*Assigned task*
Repeat each line of the data below exactly, but skip the pictures.

-- Records shown follows --

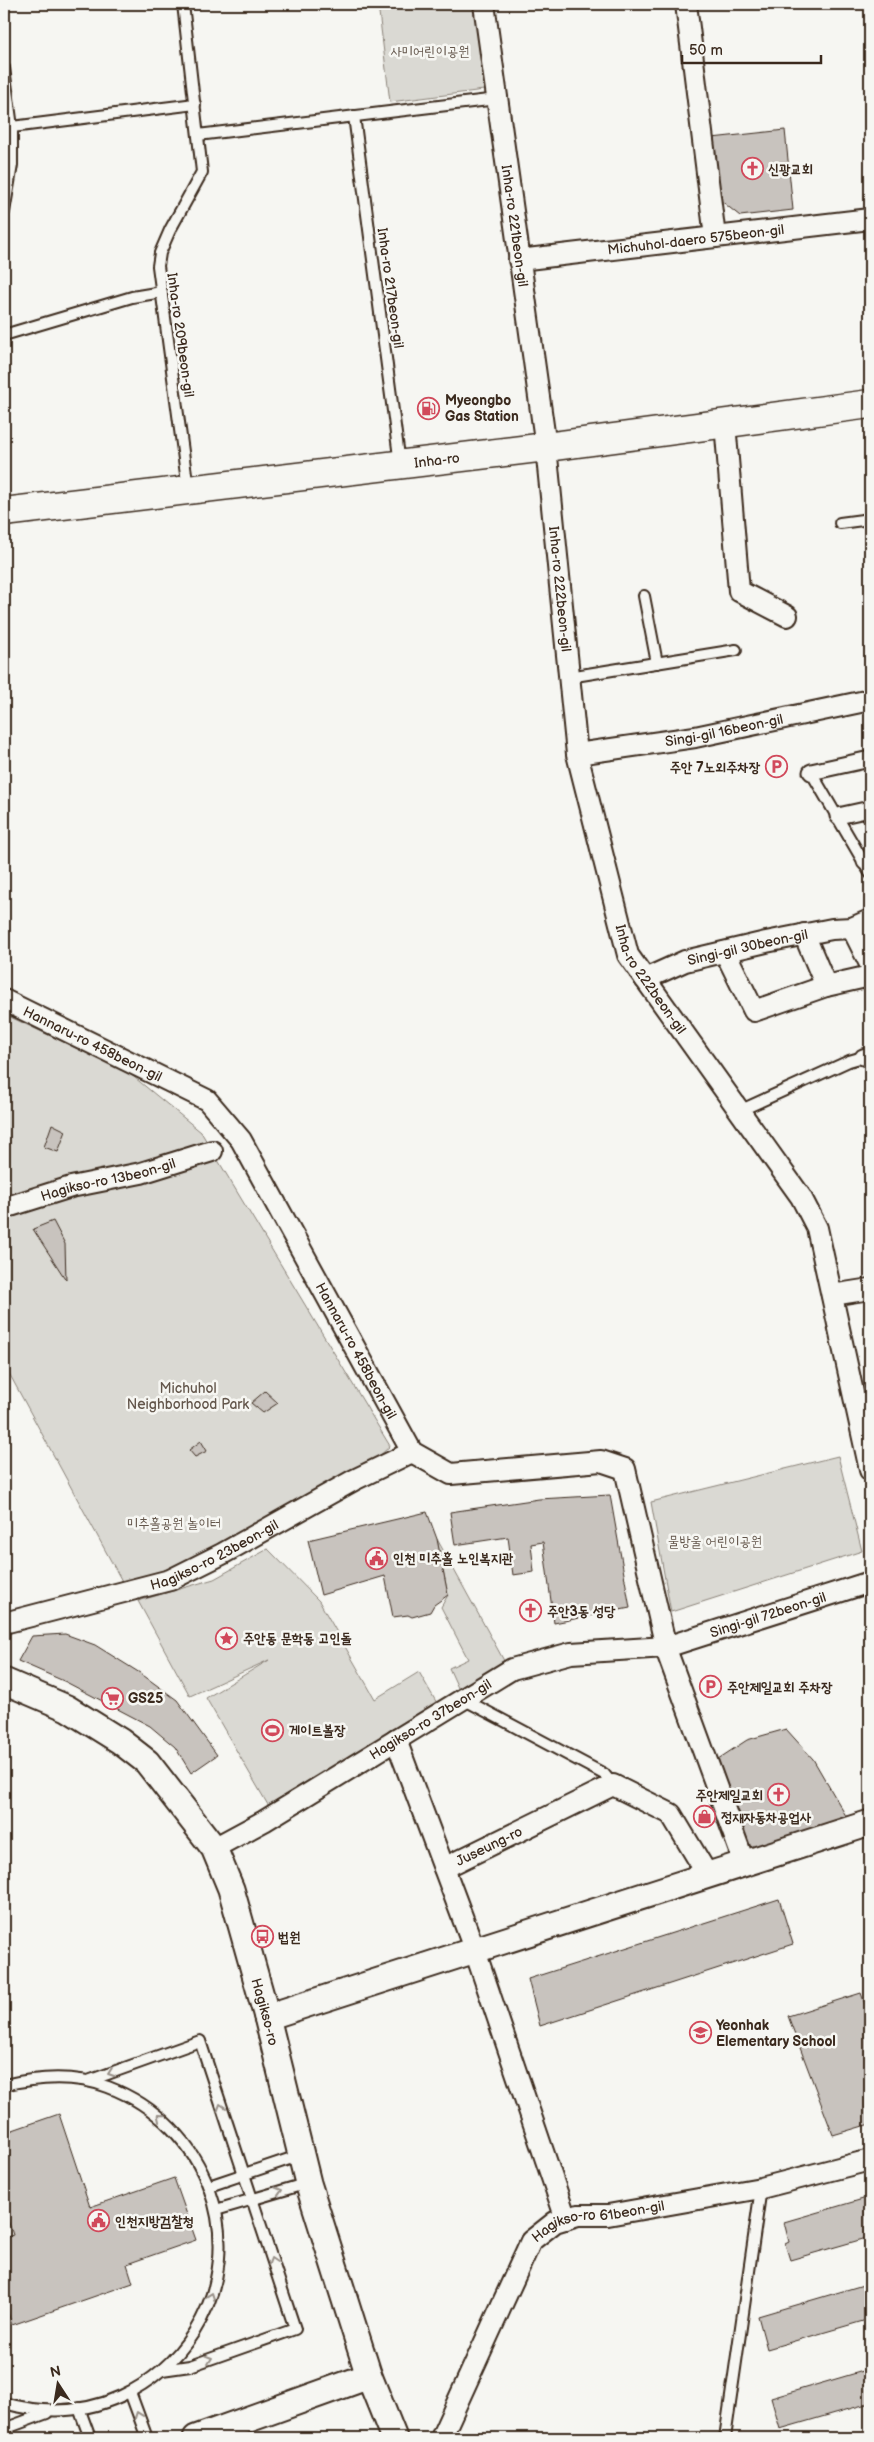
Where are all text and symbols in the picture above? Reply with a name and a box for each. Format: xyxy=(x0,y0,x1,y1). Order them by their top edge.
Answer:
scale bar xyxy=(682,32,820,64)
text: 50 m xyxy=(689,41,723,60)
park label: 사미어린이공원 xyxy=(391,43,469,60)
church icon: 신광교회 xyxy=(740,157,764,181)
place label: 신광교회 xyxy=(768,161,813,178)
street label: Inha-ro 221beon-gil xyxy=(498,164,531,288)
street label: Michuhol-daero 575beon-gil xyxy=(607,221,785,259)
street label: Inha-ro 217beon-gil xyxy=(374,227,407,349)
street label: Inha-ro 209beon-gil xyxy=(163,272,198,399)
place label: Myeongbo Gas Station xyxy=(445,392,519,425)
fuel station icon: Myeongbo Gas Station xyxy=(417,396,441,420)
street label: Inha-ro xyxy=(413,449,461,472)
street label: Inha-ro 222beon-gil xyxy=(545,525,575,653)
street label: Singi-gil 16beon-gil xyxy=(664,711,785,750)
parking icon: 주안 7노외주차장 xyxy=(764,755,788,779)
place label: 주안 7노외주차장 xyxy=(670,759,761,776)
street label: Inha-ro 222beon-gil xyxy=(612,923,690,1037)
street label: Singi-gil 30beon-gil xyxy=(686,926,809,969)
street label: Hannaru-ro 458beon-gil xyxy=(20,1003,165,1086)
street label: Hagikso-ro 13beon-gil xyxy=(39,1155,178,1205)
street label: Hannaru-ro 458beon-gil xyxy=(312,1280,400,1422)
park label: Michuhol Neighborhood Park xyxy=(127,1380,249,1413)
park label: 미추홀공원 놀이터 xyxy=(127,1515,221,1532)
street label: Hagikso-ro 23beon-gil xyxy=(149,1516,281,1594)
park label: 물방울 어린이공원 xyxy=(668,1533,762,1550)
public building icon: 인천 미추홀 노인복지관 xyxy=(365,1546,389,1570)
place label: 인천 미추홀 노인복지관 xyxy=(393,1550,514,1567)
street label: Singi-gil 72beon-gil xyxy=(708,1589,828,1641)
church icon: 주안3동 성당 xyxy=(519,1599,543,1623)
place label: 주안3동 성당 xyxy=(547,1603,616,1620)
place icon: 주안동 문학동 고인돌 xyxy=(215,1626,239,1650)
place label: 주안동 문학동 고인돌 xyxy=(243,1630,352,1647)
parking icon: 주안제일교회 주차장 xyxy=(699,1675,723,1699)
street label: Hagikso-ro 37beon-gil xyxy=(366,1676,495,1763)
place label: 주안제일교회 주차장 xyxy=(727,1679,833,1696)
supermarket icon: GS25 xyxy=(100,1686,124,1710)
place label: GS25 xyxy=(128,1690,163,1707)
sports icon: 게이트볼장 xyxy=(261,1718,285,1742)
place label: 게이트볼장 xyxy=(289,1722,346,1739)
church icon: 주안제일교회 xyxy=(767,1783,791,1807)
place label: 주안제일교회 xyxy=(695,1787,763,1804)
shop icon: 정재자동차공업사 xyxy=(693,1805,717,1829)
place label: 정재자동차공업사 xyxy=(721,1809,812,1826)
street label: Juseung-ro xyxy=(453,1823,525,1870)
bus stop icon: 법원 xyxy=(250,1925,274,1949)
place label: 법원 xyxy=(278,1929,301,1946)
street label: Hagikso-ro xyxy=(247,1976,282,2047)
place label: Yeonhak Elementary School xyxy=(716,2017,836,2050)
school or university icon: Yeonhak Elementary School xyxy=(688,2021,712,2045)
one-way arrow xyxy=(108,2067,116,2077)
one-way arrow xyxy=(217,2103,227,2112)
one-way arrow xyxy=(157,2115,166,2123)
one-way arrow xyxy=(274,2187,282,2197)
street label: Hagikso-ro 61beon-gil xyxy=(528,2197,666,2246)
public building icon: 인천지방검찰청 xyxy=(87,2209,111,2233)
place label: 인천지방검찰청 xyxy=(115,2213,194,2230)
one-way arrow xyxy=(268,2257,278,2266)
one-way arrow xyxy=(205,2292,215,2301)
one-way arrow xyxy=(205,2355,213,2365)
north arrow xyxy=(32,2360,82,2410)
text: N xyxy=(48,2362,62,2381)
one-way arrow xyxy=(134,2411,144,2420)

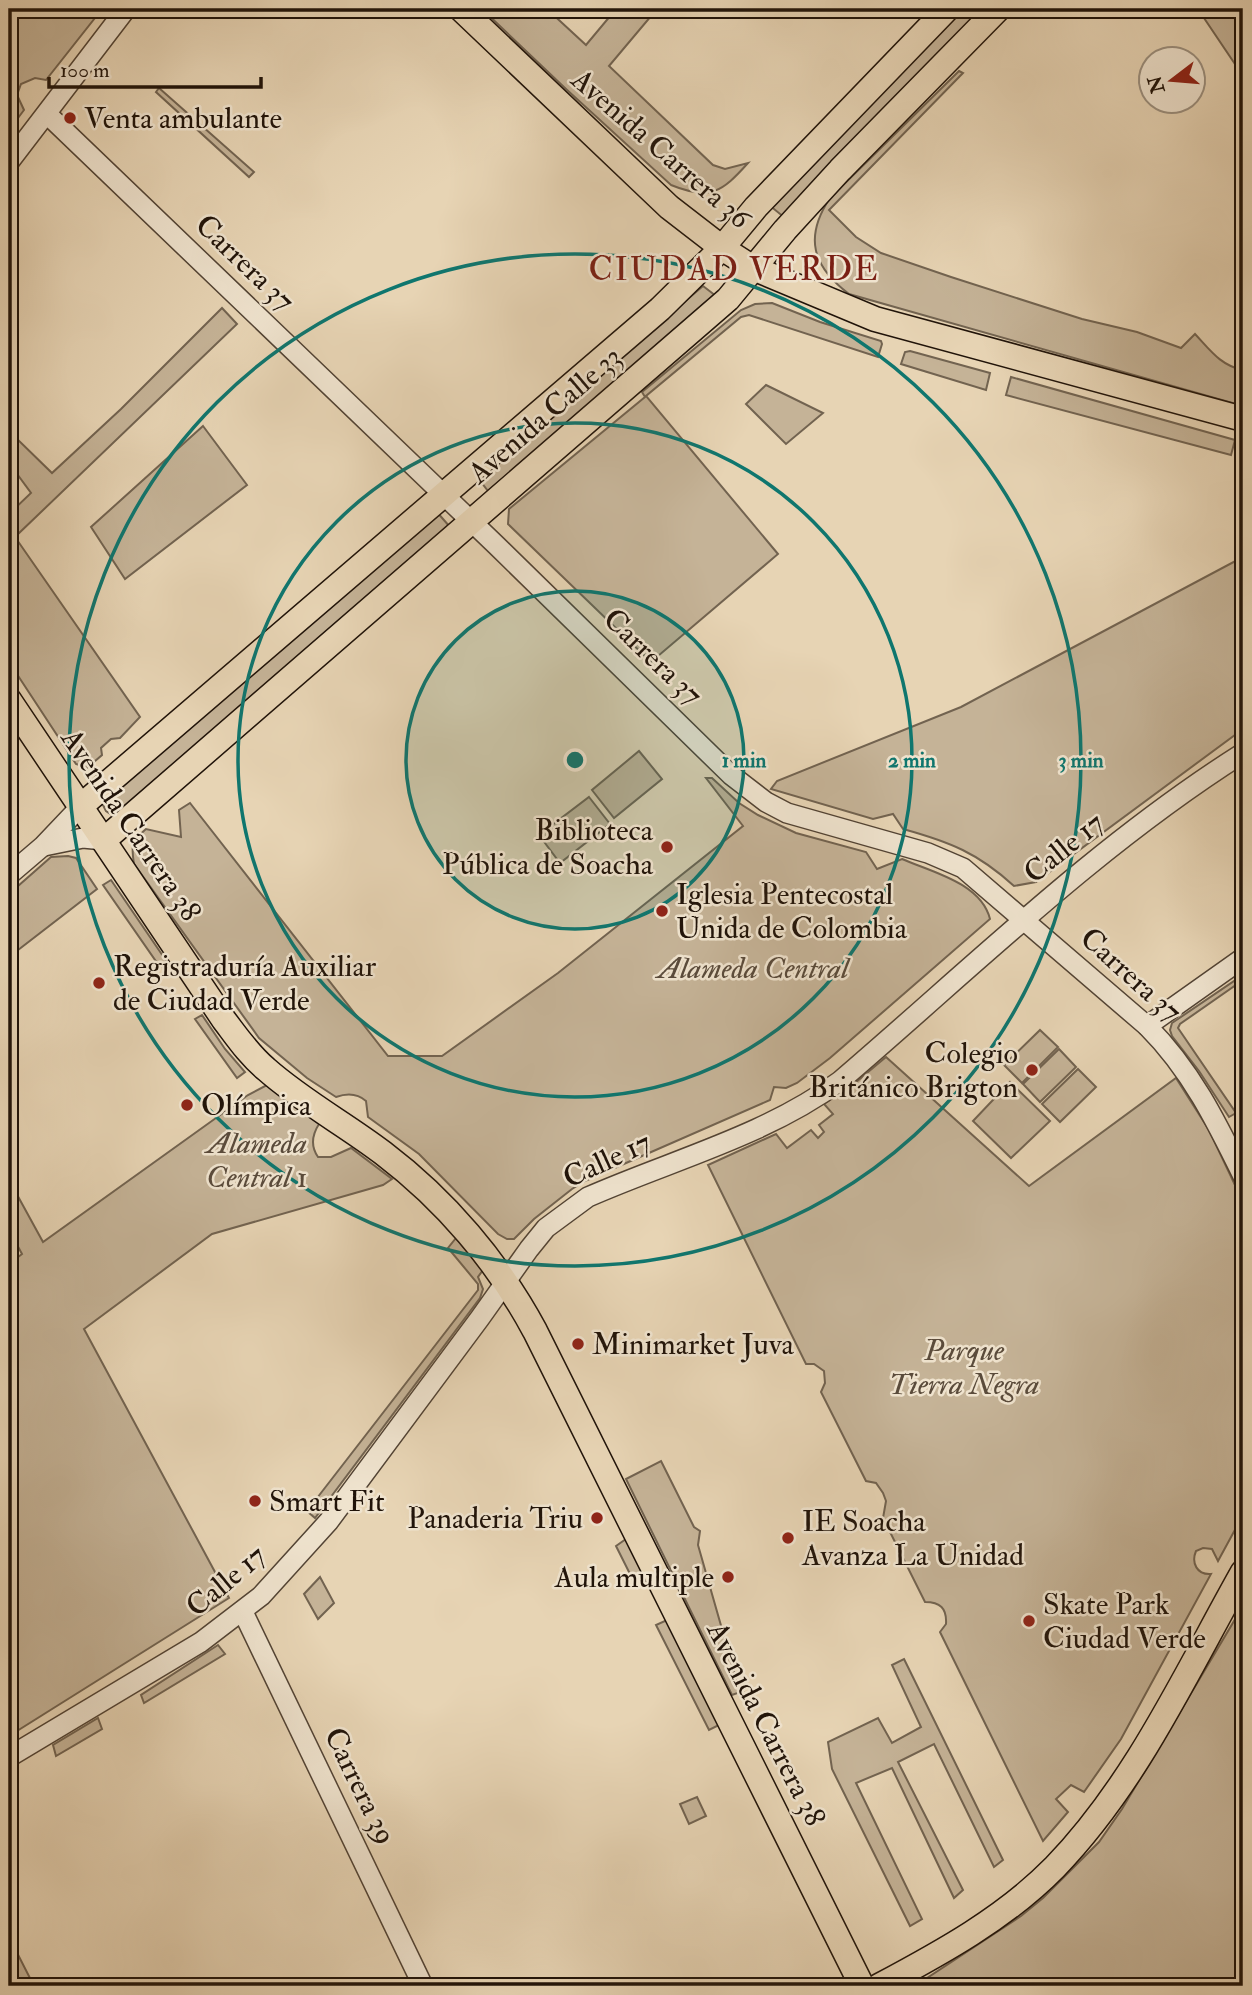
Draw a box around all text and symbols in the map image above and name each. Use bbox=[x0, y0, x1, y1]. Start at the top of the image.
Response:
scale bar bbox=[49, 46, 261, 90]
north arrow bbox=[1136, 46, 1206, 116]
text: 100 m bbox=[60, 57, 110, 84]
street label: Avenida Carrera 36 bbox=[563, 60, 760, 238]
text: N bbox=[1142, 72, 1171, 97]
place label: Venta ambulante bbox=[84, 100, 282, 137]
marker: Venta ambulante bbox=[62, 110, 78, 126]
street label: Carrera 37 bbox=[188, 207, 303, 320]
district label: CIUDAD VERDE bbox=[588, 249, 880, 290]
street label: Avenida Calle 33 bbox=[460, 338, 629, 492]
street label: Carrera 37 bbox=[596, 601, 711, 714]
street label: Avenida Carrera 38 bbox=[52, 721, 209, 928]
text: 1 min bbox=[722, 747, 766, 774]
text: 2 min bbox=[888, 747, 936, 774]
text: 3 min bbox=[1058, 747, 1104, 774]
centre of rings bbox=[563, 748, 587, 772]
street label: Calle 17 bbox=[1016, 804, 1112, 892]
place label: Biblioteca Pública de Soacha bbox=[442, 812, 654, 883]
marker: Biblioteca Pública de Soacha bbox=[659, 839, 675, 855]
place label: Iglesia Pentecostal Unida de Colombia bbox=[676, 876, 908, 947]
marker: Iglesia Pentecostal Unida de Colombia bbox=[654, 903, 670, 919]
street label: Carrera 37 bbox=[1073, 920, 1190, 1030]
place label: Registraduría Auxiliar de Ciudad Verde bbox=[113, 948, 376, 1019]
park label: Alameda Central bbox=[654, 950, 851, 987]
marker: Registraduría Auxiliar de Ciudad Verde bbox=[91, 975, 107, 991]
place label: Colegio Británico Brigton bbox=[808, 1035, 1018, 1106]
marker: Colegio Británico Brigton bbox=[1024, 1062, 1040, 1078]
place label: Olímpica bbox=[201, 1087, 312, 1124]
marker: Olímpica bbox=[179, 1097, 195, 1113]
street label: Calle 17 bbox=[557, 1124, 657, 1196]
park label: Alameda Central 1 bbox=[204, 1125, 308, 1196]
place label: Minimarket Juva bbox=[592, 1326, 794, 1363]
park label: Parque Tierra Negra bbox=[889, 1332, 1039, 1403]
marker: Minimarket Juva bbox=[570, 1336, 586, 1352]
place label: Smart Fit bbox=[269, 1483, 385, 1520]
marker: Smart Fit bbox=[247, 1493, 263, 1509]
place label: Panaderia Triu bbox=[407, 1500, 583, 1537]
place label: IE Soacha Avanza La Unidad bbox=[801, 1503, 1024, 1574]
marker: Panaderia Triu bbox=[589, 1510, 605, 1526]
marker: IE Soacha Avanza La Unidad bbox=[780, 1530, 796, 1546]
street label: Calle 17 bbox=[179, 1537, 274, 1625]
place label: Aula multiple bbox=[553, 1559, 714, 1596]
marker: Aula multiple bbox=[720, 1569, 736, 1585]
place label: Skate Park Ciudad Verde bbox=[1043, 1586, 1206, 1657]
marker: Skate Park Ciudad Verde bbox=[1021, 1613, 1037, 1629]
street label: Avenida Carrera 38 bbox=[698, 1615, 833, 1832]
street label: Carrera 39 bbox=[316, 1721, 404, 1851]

-- Records shown concluded --

*Exercise solution*
Where are all text and symbols in the picture above? Reply with a name and a box for each. Format: xyxy=(x0,y0,x1,y1). Order them by their top edge.
Answer:
scale bar xyxy=(682,32,820,64)
text: 50 m xyxy=(689,41,723,60)
park label: 사미어린이공원 xyxy=(391,43,469,60)
church icon: 신광교회 xyxy=(740,157,764,181)
place label: 신광교회 xyxy=(768,161,813,178)
street label: Inha-ro 221beon-gil xyxy=(498,164,531,288)
street label: Michuhol-daero 575beon-gil xyxy=(607,221,785,259)
street label: Inha-ro 217beon-gil xyxy=(374,227,407,349)
street label: Inha-ro 209beon-gil xyxy=(163,272,198,399)
place label: Myeongbo Gas Station xyxy=(445,392,519,425)
fuel station icon: Myeongbo Gas Station xyxy=(417,396,441,420)
street label: Inha-ro xyxy=(413,449,461,472)
street label: Inha-ro 222beon-gil xyxy=(545,525,575,653)
street label: Singi-gil 16beon-gil xyxy=(664,711,785,750)
parking icon: 주안 7노외주차장 xyxy=(764,755,788,779)
place label: 주안 7노외주차장 xyxy=(670,759,761,776)
street label: Inha-ro 222beon-gil xyxy=(612,923,690,1037)
street label: Singi-gil 30beon-gil xyxy=(686,926,809,969)
street label: Hannaru-ro 458beon-gil xyxy=(20,1003,165,1086)
street label: Hagikso-ro 13beon-gil xyxy=(39,1155,178,1205)
street label: Hannaru-ro 458beon-gil xyxy=(312,1280,400,1422)
park label: Michuhol Neighborhood Park xyxy=(127,1380,249,1413)
park label: 미추홀공원 놀이터 xyxy=(127,1515,221,1532)
street label: Hagikso-ro 23beon-gil xyxy=(149,1516,281,1594)
park label: 물방울 어린이공원 xyxy=(668,1533,762,1550)
public building icon: 인천 미추홀 노인복지관 xyxy=(365,1546,389,1570)
place label: 인천 미추홀 노인복지관 xyxy=(393,1550,514,1567)
street label: Singi-gil 72beon-gil xyxy=(708,1589,828,1641)
church icon: 주안3동 성당 xyxy=(519,1599,543,1623)
place label: 주안3동 성당 xyxy=(547,1603,616,1620)
place icon: 주안동 문학동 고인돌 xyxy=(215,1626,239,1650)
place label: 주안동 문학동 고인돌 xyxy=(243,1630,352,1647)
parking icon: 주안제일교회 주차장 xyxy=(699,1675,723,1699)
street label: Hagikso-ro 37beon-gil xyxy=(366,1676,495,1763)
place label: 주안제일교회 주차장 xyxy=(727,1679,833,1696)
supermarket icon: GS25 xyxy=(100,1686,124,1710)
place label: GS25 xyxy=(128,1690,163,1707)
sports icon: 게이트볼장 xyxy=(261,1718,285,1742)
place label: 게이트볼장 xyxy=(289,1722,346,1739)
church icon: 주안제일교회 xyxy=(767,1783,791,1807)
place label: 주안제일교회 xyxy=(695,1787,763,1804)
shop icon: 정재자동차공업사 xyxy=(693,1805,717,1829)
place label: 정재자동차공업사 xyxy=(721,1809,812,1826)
street label: Juseung-ro xyxy=(453,1823,525,1870)
bus stop icon: 법원 xyxy=(250,1925,274,1949)
place label: 법원 xyxy=(278,1929,301,1946)
street label: Hagikso-ro xyxy=(247,1976,282,2047)
place label: Yeonhak Elementary School xyxy=(716,2017,836,2050)
school or university icon: Yeonhak Elementary School xyxy=(688,2021,712,2045)
one-way arrow xyxy=(108,2067,116,2077)
one-way arrow xyxy=(217,2103,227,2112)
one-way arrow xyxy=(157,2115,166,2123)
one-way arrow xyxy=(274,2187,282,2197)
street label: Hagikso-ro 61beon-gil xyxy=(528,2197,666,2246)
public building icon: 인천지방검찰청 xyxy=(87,2209,111,2233)
place label: 인천지방검찰청 xyxy=(115,2213,194,2230)
one-way arrow xyxy=(268,2257,278,2266)
one-way arrow xyxy=(205,2292,215,2301)
one-way arrow xyxy=(205,2355,213,2365)
north arrow xyxy=(32,2360,82,2410)
text: N xyxy=(48,2362,62,2381)
one-way arrow xyxy=(134,2411,144,2420)

Draw a box around all text and symbols in the map image above and name each. Use bbox=[x0, y0, x1, y1]. Start at the top of the image.
Response:
scale bar bbox=[49, 46, 261, 90]
north arrow bbox=[1136, 46, 1206, 116]
text: 100 m bbox=[60, 57, 110, 84]
street label: Avenida Carrera 36 bbox=[563, 60, 760, 238]
text: N bbox=[1142, 72, 1171, 97]
place label: Venta ambulante bbox=[84, 100, 282, 137]
marker: Venta ambulante bbox=[62, 110, 78, 126]
street label: Carrera 37 bbox=[188, 207, 303, 320]
district label: CIUDAD VERDE bbox=[588, 249, 880, 290]
street label: Avenida Calle 33 bbox=[460, 338, 629, 492]
street label: Carrera 37 bbox=[596, 601, 711, 714]
street label: Avenida Carrera 38 bbox=[52, 721, 209, 928]
text: 1 min bbox=[722, 747, 766, 774]
text: 2 min bbox=[888, 747, 936, 774]
text: 3 min bbox=[1058, 747, 1104, 774]
centre of rings bbox=[563, 748, 587, 772]
street label: Calle 17 bbox=[1016, 804, 1112, 892]
place label: Biblioteca Pública de Soacha bbox=[442, 812, 654, 883]
marker: Biblioteca Pública de Soacha bbox=[659, 839, 675, 855]
place label: Iglesia Pentecostal Unida de Colombia bbox=[676, 876, 908, 947]
marker: Iglesia Pentecostal Unida de Colombia bbox=[654, 903, 670, 919]
street label: Carrera 37 bbox=[1073, 920, 1190, 1030]
place label: Registraduría Auxiliar de Ciudad Verde bbox=[113, 948, 376, 1019]
park label: Alameda Central bbox=[654, 950, 851, 987]
marker: Registraduría Auxiliar de Ciudad Verde bbox=[91, 975, 107, 991]
place label: Colegio Británico Brigton bbox=[808, 1035, 1018, 1106]
marker: Colegio Británico Brigton bbox=[1024, 1062, 1040, 1078]
place label: Olímpica bbox=[201, 1087, 312, 1124]
marker: Olímpica bbox=[179, 1097, 195, 1113]
street label: Calle 17 bbox=[557, 1124, 657, 1196]
park label: Alameda Central 1 bbox=[204, 1125, 308, 1196]
place label: Minimarket Juva bbox=[592, 1326, 794, 1363]
park label: Parque Tierra Negra bbox=[889, 1332, 1039, 1403]
marker: Minimarket Juva bbox=[570, 1336, 586, 1352]
place label: Smart Fit bbox=[269, 1483, 385, 1520]
marker: Smart Fit bbox=[247, 1493, 263, 1509]
place label: Panaderia Triu bbox=[407, 1500, 583, 1537]
place label: IE Soacha Avanza La Unidad bbox=[801, 1503, 1024, 1574]
marker: Panaderia Triu bbox=[589, 1510, 605, 1526]
marker: IE Soacha Avanza La Unidad bbox=[780, 1530, 796, 1546]
street label: Calle 17 bbox=[179, 1537, 274, 1625]
place label: Aula multiple bbox=[553, 1559, 714, 1596]
marker: Aula multiple bbox=[720, 1569, 736, 1585]
place label: Skate Park Ciudad Verde bbox=[1043, 1586, 1206, 1657]
marker: Skate Park Ciudad Verde bbox=[1021, 1613, 1037, 1629]
street label: Avenida Carrera 38 bbox=[698, 1615, 833, 1832]
street label: Carrera 39 bbox=[316, 1721, 404, 1851]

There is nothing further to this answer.